Volvo has announced that it will stop building diesel engines in early 2024 as it drives towards being fully electric by 2030.
When Geely gobbled up Volvo, the writing was on the wall for interesting engines under the bonnet of a Volvo, with V8s and sixes dropped and just 2.0-litre four-pot engines and little 1.5-litre three pots – some with forced induction – the only choice.
Fortunately, with a few exceptions, Volvos has never been about the engine and more about safety and comfort, so it did Volvo’s sales no harm.
But as we drive towards an all-electric future at Volvo in the next few years, we’ve already seen the end of anything other than SUVs dumped ( with the exception of the upcoming EMP90 electric MPV) as Volvo has bidden farewell to saloons and estates, and now the end of the diesel-engined Volvo is nigh.
Volvo has announced that it will end the production of diesel-engined cars, a mighty fall for the oil-burner which, until the dieselgate fallout, was the ‘bread and butter’ for Volvo (and most car makers).

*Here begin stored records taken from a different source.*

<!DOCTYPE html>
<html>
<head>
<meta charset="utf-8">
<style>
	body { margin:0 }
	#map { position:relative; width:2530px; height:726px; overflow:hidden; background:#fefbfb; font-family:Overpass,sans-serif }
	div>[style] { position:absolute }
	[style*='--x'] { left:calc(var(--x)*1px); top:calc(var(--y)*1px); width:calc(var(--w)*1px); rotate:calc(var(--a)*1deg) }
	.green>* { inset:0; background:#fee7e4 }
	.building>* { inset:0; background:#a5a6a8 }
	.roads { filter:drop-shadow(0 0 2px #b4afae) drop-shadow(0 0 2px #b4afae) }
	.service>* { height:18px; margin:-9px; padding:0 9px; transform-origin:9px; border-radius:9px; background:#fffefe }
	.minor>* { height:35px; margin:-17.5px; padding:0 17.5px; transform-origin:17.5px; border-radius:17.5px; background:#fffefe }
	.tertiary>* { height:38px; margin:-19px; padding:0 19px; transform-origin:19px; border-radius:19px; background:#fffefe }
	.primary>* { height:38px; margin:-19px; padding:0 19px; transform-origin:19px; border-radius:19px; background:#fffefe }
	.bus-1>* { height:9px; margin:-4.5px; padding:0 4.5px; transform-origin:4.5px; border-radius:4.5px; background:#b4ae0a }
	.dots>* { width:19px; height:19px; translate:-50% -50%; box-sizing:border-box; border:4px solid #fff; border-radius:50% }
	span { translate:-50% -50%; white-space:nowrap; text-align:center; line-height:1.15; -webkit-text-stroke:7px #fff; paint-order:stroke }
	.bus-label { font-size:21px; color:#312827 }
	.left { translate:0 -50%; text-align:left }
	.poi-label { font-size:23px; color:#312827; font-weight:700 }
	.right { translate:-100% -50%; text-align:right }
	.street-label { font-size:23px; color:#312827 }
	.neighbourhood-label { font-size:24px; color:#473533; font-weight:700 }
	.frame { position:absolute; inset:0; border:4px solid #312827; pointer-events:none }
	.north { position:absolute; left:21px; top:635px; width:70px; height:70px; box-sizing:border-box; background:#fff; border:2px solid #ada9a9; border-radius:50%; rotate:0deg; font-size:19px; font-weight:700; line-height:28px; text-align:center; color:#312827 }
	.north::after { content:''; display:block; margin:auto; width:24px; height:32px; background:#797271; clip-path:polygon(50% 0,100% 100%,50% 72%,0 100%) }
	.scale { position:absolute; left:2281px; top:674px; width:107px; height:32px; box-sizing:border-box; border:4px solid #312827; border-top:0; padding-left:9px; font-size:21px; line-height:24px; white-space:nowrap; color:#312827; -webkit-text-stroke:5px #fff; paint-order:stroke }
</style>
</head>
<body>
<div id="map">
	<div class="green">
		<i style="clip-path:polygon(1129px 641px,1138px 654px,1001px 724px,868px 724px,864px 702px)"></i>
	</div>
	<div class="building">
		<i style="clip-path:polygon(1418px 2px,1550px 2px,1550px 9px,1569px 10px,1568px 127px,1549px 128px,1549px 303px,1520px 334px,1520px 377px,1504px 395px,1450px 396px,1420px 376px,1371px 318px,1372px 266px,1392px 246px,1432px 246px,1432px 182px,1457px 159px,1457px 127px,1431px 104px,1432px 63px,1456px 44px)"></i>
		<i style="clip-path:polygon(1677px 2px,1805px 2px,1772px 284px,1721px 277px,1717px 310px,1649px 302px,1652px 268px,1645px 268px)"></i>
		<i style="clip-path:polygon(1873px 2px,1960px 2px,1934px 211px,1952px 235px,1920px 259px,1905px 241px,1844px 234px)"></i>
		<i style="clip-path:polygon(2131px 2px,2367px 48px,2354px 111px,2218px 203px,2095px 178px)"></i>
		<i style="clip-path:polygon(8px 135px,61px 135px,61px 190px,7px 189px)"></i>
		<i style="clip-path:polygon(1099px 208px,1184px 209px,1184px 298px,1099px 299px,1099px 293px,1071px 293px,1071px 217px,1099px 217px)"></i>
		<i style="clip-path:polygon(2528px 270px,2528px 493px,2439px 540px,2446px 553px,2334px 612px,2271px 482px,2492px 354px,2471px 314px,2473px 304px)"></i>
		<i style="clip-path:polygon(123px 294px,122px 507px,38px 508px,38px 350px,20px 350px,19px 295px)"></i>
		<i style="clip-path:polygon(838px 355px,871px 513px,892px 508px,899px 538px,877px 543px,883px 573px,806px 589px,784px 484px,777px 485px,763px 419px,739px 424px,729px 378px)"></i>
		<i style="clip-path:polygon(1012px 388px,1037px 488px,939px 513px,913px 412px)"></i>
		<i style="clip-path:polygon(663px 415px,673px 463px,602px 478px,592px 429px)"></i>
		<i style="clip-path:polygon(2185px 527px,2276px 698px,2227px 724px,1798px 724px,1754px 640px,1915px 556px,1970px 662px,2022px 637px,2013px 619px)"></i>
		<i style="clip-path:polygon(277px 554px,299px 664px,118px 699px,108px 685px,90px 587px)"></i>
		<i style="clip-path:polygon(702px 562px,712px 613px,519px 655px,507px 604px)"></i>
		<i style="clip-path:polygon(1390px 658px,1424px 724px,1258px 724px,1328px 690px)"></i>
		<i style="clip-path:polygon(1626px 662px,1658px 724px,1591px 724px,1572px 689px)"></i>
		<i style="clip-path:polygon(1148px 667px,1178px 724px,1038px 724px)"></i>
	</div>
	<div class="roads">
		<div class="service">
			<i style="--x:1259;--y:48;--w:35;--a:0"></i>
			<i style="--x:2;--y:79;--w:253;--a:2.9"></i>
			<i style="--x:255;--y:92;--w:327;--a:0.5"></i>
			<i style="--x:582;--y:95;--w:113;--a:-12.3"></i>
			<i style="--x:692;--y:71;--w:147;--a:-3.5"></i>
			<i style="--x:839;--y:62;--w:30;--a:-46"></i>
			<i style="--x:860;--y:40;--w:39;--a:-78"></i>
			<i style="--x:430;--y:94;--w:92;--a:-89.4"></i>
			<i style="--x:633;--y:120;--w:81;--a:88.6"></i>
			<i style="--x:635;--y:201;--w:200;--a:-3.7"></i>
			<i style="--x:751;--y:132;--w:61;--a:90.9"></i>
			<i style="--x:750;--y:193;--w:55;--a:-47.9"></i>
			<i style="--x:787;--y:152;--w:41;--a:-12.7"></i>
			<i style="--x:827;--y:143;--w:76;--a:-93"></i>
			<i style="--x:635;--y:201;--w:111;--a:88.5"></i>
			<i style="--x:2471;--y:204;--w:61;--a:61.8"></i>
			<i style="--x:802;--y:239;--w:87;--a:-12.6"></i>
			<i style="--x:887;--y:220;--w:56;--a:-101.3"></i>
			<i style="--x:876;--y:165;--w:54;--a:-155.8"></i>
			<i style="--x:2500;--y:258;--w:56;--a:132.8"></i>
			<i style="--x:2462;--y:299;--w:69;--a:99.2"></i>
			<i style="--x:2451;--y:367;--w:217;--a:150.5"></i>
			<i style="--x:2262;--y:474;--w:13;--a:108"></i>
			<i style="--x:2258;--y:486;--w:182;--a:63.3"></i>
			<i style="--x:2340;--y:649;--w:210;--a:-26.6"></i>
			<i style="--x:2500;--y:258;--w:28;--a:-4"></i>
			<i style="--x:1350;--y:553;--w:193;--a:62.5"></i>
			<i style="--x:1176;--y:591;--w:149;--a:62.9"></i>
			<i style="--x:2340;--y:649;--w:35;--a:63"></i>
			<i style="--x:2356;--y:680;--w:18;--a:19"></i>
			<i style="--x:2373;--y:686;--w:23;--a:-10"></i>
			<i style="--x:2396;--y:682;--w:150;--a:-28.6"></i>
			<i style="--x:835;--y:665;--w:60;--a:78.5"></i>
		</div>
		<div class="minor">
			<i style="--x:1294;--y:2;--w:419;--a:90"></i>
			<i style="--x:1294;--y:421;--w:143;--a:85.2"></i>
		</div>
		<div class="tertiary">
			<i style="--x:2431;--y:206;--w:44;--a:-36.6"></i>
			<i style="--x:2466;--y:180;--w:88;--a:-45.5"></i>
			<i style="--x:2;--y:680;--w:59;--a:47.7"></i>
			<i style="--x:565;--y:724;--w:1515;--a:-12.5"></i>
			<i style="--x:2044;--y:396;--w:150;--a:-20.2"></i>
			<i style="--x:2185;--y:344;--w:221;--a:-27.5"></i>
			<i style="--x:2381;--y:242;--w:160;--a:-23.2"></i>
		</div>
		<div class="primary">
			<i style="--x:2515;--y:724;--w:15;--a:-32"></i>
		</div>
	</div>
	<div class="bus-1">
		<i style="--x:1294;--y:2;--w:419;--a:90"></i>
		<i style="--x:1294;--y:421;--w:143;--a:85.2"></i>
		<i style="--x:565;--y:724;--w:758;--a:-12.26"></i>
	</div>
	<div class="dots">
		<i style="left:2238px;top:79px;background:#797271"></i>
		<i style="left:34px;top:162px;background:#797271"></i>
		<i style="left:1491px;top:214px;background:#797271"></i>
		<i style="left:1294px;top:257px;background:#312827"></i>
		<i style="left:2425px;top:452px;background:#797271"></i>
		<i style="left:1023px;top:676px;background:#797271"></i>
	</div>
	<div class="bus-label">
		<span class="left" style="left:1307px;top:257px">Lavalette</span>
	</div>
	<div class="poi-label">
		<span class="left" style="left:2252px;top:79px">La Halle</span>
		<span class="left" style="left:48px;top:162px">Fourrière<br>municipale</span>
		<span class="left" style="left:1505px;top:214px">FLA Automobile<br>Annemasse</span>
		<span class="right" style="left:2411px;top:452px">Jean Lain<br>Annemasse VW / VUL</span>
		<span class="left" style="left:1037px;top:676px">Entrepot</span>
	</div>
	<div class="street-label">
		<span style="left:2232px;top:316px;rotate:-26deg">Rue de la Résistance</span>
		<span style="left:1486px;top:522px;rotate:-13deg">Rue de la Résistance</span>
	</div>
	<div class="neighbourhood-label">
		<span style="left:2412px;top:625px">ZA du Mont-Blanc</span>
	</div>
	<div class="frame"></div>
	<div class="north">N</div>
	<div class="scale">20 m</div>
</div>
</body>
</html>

Jim Rowan, Volvo CEO, said:
Electric powertrains are our future, and superior to combustion engines: they generate less noise, less vibration, less servicing costs for our customers and zero tailpipe emissions.
We’re fully focused on creating a broad portfolio of premium, fully electric cars that deliver on everything our customers expect from a Volvo – and are a key part of our response to climate change.